“Some of my earliest memories are of making art when I was maybe three years old, so in a lot of ways, it is how I see the world, or how I see myself. I love that it can be anything, come from any materials and made by people of all ages or abilities! I love that it is something that humans do not need to do for survival, yet for some reason, it is one thing all peoples throughout the history of the world have engaged in and still engage in today! I think it is one of the many beautiful things that help us express ourselves and connect to others.” ~ Dr. Kaelyn Rodríguez
Dr. Kaelyn Rodríguez, Fresno State alumna and Assistant Professor of Art History at Santa Monica College, began her journey in higher education at Fresno as an Art/Art History major. Following her graduation in 2012, she went on to get her Master’s in Art History from UC Riverside in 2014, followed by a Master’s in Chicana/o Studies from UCLA in 2016. Just months ago, she achieved her Ph.D. in Chicana/o Studies from UCLA.
As an Afro-Latina and Black Chicana from Los Angeles, Rodríguez scholarship primarily reflects her passion for art, ethnicity, and home city, Los Angeles. While working on her UCLA Master’s project, creating a mural in Watts that celebrated the history of Watts since the 1965 rebellion, she began to see the deep historical connections of Black and Brown history in South Central Los Angeles. Working with her mentor and co-founder of SPARC, Professor Judy Baca, and with some help from the community, they designed a mural.
“My interest was in remembering and highlighting a city with an important Black history while also representing its Brown history without erasing one or the other,” Rodríguez explained. “This was important because migrants from Mexico and Central America settled in South Central for the same reasons that Black people settled there in the early 20th century. They faced structural limitations—segregation, legal or otherwise—from moving into other areas, and it was affordable for them.”
In her dissertation, “Afro-Latinx Futurism: A History of Black and Brown Art in Los Angeles from 1781-2018,” Rodríguez pressed her themes further. Looking at a much larger period and a larger geographical area, she went back to the very beginning of Los Angeles in 1781. Chapter after chapter, she shares stories of “Black and Brown or Afro-Latinx people living together, sharing space, making art, inspiring and supporting each other.”
“Black histories and Latinx histories in the U.S. have pretty much never been easy. They’ve been full of incredible challenges, losses and disparities. But our folks before us also always were creating—music, food, dance, art—and those traditions can help us connect to our personal and collective freedom in a way that politics can’t even touch,” Rodríguez said. “[My] communities deserve joy, rest, play, ease and beauty as forms or practices of freedom and art, and art history, can get us there.”
During her time at Fresno State, Rodríguez had the opportunity to study abroad twice, once in London and once in Florence.
“Both of those experiences stoked my passion for the arts and for learning.”
But it was during the London trip that she realized she wanted to teach. Once she made the decision, Rodríguez said she found immense support from her Fresno State professors. Chief among these was Art History associate professors Dr. Laura Meyer and Dr. Keith Jordan, who also served as mentors.
“Kaelyn has always been passionate—and perceptive—about the human problems and aspirations that visual art can illuminate. Her presence in my Fresno State classes on modern and contemporary art have left a lasting impression,” said Meyer. “[She] sees how the same human drive for connection—and transcendence—can be found in the artistic creations of Renaissance masters, modern rebels, and today’s young people seeking recognition that their lives matter.”

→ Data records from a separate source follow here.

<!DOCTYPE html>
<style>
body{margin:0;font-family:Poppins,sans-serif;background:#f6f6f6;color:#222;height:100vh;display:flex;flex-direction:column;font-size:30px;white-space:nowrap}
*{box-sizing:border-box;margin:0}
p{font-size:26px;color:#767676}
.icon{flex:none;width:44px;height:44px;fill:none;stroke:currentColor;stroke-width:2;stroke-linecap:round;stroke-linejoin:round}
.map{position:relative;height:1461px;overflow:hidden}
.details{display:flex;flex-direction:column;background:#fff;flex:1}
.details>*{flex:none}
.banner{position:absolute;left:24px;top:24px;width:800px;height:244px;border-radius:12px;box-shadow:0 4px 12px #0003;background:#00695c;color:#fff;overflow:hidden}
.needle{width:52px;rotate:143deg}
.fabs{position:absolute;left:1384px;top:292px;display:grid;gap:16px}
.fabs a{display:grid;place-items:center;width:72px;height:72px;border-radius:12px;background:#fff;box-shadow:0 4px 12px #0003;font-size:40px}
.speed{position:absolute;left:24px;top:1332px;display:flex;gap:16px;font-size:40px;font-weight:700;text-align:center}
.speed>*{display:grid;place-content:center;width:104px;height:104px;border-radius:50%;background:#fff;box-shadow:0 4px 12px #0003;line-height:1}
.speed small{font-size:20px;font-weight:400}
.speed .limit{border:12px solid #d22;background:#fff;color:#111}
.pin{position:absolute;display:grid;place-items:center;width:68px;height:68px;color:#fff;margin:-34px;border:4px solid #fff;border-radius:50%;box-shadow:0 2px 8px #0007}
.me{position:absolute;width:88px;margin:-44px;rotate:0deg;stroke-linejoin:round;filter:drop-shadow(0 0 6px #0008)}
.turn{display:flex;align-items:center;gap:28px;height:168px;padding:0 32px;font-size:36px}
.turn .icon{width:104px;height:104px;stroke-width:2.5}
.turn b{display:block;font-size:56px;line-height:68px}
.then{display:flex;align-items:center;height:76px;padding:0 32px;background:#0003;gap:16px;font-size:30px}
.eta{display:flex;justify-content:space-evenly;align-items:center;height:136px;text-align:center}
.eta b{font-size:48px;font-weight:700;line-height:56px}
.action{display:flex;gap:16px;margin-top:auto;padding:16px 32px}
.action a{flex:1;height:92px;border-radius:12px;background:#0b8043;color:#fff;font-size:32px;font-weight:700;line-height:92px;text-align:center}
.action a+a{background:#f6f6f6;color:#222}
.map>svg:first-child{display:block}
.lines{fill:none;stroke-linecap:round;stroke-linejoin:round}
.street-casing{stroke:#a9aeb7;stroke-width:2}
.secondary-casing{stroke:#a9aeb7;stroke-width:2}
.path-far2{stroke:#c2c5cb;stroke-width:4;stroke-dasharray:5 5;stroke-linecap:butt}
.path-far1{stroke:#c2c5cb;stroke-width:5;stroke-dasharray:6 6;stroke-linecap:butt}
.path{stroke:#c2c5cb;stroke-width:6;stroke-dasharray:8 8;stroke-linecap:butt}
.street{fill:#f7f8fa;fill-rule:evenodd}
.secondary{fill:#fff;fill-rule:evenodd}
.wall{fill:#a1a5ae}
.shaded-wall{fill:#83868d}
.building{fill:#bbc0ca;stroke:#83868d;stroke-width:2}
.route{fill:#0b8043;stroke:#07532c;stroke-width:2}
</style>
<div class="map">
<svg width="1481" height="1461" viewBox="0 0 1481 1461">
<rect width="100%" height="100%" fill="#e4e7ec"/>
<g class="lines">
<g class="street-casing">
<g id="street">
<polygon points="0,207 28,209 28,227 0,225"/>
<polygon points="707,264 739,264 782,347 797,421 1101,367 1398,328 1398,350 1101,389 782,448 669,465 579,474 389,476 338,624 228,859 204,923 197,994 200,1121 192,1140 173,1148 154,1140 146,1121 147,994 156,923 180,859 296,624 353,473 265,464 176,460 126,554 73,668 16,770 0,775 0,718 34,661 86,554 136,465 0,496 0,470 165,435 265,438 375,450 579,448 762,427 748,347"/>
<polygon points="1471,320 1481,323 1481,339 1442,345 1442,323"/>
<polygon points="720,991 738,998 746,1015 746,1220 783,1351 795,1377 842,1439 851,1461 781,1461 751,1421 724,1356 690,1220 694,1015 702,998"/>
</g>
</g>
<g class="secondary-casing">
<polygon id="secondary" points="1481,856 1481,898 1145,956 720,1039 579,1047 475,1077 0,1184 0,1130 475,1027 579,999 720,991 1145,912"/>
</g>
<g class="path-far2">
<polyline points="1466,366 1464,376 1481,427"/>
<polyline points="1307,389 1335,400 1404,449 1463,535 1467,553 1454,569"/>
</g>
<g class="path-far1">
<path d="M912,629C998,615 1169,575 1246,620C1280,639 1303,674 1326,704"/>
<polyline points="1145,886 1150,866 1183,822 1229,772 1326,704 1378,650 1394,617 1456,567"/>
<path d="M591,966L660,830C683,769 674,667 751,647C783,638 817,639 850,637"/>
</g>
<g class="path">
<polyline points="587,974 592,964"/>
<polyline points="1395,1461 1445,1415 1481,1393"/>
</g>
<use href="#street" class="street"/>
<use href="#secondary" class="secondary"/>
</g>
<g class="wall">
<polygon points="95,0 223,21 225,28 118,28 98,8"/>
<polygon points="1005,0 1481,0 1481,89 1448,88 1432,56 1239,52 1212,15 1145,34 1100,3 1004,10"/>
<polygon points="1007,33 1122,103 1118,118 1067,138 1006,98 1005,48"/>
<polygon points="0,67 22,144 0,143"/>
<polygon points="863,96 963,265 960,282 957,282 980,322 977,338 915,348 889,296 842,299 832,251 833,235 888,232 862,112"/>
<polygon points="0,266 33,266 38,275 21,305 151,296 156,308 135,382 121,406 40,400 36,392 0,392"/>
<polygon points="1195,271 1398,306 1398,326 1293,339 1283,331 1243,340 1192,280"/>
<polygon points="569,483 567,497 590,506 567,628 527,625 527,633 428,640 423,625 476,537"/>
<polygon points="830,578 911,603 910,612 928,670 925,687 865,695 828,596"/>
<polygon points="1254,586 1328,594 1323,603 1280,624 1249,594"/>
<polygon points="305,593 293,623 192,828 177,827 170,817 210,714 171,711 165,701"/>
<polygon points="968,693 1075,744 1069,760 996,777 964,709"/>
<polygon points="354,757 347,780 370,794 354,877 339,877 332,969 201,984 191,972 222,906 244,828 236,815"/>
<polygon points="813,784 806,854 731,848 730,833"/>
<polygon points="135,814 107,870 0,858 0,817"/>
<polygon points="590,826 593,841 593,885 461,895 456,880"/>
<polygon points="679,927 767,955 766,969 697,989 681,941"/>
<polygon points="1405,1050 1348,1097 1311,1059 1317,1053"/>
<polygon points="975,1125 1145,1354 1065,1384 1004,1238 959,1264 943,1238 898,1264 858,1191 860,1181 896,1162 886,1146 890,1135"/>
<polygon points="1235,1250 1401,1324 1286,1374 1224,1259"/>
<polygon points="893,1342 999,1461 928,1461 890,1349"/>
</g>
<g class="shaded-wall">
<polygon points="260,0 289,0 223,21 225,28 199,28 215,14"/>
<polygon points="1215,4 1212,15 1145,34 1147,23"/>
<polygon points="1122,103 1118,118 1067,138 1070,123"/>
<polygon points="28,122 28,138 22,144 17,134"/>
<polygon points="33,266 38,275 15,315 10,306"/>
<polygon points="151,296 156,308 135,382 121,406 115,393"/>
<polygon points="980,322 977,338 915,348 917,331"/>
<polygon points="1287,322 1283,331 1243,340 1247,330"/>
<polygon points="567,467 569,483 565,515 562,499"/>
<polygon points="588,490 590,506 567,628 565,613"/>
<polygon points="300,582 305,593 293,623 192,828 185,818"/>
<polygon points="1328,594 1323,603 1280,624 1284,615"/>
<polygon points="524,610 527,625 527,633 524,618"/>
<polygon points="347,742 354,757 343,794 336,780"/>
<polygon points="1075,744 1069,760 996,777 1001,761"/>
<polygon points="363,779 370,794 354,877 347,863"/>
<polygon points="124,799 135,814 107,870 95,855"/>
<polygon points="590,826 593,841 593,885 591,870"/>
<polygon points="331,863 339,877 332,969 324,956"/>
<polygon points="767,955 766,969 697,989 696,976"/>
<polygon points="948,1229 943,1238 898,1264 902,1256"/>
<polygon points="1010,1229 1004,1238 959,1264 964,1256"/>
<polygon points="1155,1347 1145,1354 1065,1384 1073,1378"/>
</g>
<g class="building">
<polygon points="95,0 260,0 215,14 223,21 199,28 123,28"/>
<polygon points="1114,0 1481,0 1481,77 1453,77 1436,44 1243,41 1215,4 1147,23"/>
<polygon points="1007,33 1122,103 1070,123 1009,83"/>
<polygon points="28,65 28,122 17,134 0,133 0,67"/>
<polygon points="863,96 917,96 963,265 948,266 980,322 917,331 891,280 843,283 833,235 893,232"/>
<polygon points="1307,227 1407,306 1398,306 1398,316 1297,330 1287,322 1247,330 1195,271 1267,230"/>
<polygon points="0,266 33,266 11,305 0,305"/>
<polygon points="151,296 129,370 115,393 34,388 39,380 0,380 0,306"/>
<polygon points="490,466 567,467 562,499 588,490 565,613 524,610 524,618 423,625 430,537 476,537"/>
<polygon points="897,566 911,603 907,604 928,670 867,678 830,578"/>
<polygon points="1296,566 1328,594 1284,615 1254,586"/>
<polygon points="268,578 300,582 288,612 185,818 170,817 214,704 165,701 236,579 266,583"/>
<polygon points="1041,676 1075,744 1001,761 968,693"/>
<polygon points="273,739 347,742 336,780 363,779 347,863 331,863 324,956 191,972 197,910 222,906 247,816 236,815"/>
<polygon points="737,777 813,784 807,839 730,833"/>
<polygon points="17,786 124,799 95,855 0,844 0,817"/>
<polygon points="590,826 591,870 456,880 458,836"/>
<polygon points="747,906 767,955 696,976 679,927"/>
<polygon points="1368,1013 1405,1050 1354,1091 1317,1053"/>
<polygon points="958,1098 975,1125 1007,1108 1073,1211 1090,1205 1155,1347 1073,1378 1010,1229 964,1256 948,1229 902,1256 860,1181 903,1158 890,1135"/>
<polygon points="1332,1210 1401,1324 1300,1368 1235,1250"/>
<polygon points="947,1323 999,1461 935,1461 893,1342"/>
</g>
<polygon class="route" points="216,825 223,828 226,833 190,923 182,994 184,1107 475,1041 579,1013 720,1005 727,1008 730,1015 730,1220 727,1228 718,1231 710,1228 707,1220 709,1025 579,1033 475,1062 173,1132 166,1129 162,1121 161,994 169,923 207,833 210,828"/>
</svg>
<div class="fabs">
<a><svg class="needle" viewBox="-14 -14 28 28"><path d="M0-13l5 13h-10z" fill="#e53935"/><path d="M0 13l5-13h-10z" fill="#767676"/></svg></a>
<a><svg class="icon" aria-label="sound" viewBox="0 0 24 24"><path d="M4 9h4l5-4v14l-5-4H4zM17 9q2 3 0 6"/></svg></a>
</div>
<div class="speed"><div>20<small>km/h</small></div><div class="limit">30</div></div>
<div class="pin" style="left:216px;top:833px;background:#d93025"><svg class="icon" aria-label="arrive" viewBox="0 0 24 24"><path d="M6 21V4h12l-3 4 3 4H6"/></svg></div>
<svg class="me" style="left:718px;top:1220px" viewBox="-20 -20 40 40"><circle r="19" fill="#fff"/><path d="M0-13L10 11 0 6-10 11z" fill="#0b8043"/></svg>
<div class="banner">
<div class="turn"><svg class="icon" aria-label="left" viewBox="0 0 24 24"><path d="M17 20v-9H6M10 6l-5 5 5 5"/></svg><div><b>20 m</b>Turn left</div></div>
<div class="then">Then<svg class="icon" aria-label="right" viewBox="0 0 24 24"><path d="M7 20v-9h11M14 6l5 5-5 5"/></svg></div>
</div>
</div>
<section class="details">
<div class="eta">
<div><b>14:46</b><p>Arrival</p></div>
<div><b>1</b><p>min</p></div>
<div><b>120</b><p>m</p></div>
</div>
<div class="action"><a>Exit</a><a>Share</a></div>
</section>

While at Fresno State, Rodríguez met Daniel Chavez just before leaving for London. While in London, the two Skyped daily, and when she returned home, he picked her up and asked her out. They continued dating through their grad school years, even while in different cities, and in April in a small ceremony due to COVID-19, they were married in Los Angeles.
“Our jobs and our values are very parallel—we both believe in service, in supporting our communities, we love to travel, and we want to live with as much joy as we can! This is the life we got; we’re going to live them!”
Rodríguez is now an Assistant Professor of Art History at Santa Monica College. She serves on the Global Citizenship Committee and is also working with her colleague Dr. Briana Simmons in leading a series of workshops for students who are interested in transferring to UC as an art history major.
Rodríguez says she also makes the best breakfast burritos.